== Source information

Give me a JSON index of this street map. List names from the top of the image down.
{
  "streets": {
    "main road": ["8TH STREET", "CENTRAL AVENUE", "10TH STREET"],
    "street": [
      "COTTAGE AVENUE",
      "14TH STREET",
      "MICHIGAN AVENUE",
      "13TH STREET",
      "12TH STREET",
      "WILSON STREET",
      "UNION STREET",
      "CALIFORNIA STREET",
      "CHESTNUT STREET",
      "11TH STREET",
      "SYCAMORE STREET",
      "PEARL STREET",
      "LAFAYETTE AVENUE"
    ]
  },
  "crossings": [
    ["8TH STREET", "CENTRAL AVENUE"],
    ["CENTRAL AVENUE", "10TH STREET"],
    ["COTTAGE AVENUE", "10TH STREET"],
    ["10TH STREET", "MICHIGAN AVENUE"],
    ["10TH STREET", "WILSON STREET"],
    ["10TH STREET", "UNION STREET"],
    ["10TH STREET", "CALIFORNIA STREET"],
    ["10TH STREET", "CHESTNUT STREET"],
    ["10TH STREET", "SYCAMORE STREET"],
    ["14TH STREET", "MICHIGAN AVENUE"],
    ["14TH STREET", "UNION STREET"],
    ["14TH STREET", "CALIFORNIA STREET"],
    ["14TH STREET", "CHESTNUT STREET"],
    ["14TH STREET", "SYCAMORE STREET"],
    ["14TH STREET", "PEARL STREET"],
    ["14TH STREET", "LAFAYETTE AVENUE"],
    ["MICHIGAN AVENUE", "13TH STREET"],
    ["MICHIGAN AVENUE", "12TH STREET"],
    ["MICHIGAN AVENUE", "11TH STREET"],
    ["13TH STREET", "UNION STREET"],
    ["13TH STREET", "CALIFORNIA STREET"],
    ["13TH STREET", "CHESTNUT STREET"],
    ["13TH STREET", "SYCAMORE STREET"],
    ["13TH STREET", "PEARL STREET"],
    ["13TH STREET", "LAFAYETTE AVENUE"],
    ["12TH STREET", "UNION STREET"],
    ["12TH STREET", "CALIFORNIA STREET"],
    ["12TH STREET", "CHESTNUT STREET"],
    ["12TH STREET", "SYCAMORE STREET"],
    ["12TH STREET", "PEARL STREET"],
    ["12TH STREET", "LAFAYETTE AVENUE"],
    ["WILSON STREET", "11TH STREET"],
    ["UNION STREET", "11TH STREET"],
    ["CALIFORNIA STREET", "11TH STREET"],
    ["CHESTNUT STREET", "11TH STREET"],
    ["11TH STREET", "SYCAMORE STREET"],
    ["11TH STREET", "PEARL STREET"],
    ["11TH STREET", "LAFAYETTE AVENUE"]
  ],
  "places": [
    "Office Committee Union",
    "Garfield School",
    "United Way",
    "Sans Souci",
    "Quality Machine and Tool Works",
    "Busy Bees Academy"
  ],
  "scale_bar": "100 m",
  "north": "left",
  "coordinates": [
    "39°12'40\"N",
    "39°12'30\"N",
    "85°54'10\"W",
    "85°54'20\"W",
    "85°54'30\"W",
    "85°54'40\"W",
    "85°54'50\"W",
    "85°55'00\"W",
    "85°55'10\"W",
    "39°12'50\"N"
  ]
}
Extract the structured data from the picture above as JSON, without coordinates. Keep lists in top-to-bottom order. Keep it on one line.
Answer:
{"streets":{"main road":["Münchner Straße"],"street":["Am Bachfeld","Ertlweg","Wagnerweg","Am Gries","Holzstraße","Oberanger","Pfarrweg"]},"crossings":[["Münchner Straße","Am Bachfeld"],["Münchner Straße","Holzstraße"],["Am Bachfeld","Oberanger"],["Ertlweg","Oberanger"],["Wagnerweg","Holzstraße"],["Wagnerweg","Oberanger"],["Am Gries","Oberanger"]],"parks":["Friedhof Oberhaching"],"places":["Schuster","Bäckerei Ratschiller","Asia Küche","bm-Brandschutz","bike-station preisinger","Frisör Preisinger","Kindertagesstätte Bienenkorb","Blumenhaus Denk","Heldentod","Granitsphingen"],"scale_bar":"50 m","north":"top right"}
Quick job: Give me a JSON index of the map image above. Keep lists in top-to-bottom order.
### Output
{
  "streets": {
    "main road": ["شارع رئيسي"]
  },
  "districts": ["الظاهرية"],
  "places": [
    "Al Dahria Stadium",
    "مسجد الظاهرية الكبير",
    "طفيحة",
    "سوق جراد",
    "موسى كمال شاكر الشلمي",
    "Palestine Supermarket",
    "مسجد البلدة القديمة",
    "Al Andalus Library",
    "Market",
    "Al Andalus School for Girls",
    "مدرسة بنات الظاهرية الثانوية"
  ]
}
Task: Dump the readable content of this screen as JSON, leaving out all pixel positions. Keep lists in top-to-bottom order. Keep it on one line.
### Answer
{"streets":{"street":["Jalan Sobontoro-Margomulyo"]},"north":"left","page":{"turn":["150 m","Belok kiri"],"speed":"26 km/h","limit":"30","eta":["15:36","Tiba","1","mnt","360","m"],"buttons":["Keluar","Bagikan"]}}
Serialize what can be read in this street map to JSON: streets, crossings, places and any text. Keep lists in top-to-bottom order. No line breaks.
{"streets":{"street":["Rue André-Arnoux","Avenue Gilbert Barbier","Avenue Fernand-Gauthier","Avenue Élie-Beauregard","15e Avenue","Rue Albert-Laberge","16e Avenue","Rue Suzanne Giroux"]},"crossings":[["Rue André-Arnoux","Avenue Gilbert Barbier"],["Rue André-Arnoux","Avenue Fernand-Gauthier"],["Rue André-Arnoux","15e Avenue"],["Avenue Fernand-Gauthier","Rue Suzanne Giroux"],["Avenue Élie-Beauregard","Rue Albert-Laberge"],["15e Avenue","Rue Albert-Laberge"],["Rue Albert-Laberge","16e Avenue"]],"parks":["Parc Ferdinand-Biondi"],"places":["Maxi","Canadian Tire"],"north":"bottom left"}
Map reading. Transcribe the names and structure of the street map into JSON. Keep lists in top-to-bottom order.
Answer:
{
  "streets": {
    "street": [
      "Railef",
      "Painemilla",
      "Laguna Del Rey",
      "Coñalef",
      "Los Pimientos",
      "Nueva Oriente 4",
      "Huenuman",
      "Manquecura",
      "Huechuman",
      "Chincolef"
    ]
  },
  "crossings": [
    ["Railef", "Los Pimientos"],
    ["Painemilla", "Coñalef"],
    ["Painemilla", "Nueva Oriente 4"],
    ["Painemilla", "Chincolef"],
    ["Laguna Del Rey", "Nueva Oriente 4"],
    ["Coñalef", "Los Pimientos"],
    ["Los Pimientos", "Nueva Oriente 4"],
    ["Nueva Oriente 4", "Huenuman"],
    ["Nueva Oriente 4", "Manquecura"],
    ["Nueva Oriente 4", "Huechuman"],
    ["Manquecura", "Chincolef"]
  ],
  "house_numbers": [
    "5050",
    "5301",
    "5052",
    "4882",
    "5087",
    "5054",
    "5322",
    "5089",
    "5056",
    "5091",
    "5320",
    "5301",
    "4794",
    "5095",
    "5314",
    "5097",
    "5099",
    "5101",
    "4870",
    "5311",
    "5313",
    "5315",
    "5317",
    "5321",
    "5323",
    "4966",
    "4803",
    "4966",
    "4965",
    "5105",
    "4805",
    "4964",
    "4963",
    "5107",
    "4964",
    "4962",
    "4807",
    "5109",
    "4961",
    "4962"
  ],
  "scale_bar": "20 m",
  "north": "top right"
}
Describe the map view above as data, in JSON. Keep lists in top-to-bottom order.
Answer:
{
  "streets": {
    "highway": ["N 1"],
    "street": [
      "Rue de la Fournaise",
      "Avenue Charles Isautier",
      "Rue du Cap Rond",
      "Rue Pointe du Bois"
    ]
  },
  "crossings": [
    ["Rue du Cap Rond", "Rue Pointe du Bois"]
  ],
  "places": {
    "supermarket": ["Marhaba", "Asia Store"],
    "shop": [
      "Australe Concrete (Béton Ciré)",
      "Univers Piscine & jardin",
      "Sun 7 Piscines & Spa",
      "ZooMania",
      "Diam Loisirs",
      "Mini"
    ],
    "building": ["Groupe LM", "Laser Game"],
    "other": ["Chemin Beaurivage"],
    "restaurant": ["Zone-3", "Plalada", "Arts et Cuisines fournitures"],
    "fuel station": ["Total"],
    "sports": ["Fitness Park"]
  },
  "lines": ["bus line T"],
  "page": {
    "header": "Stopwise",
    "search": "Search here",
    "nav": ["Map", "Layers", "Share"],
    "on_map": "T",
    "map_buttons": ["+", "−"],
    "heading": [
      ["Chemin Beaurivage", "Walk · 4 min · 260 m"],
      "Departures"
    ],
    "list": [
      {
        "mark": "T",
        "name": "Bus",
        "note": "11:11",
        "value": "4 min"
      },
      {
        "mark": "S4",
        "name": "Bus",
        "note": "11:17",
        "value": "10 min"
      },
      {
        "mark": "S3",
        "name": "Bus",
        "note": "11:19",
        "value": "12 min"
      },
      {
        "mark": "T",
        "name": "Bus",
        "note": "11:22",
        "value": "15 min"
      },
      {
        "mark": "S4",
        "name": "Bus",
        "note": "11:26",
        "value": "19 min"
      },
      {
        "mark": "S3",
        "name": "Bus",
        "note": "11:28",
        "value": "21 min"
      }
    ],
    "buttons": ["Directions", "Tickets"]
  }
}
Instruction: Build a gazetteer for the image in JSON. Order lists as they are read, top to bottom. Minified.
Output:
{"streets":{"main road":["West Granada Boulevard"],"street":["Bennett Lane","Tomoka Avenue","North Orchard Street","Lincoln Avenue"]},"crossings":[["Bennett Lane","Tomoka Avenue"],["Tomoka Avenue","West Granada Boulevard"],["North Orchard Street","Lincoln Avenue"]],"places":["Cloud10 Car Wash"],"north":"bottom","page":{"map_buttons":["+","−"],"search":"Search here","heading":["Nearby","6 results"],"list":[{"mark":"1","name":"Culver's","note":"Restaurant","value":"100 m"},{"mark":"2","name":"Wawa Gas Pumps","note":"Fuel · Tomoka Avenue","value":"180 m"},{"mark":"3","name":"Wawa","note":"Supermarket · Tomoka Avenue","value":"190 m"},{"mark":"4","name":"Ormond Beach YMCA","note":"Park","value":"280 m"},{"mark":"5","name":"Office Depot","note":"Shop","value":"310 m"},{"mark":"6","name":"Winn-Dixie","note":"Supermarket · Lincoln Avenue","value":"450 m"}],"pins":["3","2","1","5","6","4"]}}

====

The lines needed are those in the data above that hold the string "Give"; copy each of them.

Exercise result:
Give me a JSON index of this street map. List names from the top of the image down.
Quick job: Give me a JSON index of the map image above. Keep lists in top-to-bottom order.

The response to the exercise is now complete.